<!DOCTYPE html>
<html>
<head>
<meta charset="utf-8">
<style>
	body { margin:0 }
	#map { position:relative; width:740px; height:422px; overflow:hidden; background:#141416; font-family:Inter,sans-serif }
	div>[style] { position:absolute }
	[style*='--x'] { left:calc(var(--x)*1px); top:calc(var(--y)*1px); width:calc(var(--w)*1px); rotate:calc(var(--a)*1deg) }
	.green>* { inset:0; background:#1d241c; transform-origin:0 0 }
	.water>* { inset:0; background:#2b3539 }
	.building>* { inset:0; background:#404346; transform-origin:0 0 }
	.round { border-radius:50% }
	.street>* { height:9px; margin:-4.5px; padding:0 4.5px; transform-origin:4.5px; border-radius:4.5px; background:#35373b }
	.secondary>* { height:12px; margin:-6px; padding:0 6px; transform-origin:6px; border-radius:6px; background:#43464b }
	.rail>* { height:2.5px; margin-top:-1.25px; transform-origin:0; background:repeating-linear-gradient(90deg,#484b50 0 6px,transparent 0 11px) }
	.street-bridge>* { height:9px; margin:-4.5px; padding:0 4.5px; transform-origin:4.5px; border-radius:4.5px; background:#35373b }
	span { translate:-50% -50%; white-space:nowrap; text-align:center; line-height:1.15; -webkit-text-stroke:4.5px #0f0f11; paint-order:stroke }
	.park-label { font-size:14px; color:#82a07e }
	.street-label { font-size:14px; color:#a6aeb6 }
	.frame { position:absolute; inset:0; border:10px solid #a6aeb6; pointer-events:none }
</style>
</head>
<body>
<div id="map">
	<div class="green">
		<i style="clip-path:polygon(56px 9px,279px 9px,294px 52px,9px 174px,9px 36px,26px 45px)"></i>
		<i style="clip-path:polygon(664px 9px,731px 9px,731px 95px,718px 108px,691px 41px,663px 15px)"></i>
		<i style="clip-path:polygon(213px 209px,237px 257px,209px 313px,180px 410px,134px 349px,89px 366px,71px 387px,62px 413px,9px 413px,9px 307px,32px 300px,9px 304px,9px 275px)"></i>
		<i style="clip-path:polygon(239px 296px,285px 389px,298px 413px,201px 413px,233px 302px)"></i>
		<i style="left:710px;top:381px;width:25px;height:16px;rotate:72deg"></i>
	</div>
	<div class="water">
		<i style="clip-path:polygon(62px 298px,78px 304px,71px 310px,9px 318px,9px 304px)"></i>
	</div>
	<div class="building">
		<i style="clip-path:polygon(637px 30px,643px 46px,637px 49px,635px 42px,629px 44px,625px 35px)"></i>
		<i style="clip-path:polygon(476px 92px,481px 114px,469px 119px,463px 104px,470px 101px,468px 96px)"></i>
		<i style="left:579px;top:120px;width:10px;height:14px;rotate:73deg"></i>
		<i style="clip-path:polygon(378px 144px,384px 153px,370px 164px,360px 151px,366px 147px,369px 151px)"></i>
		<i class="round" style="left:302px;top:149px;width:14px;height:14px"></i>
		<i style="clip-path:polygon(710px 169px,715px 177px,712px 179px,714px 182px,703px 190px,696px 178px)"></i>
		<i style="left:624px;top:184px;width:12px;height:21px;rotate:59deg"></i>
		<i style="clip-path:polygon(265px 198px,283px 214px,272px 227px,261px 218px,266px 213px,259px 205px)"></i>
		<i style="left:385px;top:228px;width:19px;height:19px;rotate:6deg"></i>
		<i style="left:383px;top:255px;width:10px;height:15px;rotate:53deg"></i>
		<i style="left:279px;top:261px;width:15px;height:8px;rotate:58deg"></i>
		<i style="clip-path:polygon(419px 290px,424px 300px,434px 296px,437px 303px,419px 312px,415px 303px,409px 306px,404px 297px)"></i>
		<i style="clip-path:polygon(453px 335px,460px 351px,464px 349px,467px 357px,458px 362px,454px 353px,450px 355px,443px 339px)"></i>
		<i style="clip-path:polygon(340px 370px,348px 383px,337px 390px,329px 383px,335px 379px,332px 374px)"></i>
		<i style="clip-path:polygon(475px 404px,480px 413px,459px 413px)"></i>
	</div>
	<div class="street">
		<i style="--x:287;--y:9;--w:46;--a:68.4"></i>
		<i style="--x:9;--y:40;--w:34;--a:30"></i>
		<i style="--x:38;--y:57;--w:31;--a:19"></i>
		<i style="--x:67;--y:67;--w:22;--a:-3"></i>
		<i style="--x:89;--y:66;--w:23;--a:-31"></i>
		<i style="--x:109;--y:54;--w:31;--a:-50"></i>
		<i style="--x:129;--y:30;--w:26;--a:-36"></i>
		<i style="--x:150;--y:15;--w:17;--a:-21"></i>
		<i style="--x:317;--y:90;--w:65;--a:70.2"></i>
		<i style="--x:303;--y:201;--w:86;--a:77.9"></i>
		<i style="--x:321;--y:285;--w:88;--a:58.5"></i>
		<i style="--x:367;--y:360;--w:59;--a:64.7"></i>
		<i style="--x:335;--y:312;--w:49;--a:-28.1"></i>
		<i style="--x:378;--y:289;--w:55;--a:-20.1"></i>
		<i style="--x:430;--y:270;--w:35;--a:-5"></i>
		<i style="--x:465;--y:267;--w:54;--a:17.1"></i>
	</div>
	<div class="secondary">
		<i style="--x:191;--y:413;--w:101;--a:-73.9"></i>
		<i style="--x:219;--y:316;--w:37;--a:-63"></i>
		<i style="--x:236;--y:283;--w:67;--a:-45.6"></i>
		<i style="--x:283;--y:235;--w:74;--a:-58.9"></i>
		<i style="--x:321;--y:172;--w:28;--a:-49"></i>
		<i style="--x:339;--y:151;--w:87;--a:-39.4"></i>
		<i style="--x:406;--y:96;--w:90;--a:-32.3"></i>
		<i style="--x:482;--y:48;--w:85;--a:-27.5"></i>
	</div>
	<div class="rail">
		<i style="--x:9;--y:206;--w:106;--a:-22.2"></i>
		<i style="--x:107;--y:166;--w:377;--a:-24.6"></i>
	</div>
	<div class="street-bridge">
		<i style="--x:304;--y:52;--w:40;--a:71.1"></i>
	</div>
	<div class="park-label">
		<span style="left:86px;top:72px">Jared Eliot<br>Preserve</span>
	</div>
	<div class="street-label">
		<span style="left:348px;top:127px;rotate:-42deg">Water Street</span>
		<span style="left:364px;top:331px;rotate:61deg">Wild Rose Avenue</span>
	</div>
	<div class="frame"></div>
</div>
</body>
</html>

## WORK ITEM
Reproduce the entries exactly, starting at their first line and stopping after the line with "inset:0; background:#1d241c; transform-origin:0".

## REPLY TO THE EXERCISE
<!DOCTYPE html>
<html>
<head>
<meta charset="utf-8">
<style>
	body { margin:0 }
	#map { position:relative; width:740px; height:422px; overflow:hidden; background:#141416; font-family:Inter,sans-serif }
	div>[style] { position:absolute }
	[style*='--x'] { left:calc(var(--x)*1px); top:calc(var(--y)*1px); width:calc(var(--w)*1px); rotate:calc(var(--a)*1deg) }
	.green>* { inset:0; background:#1d241c; transform-origin:0 0 }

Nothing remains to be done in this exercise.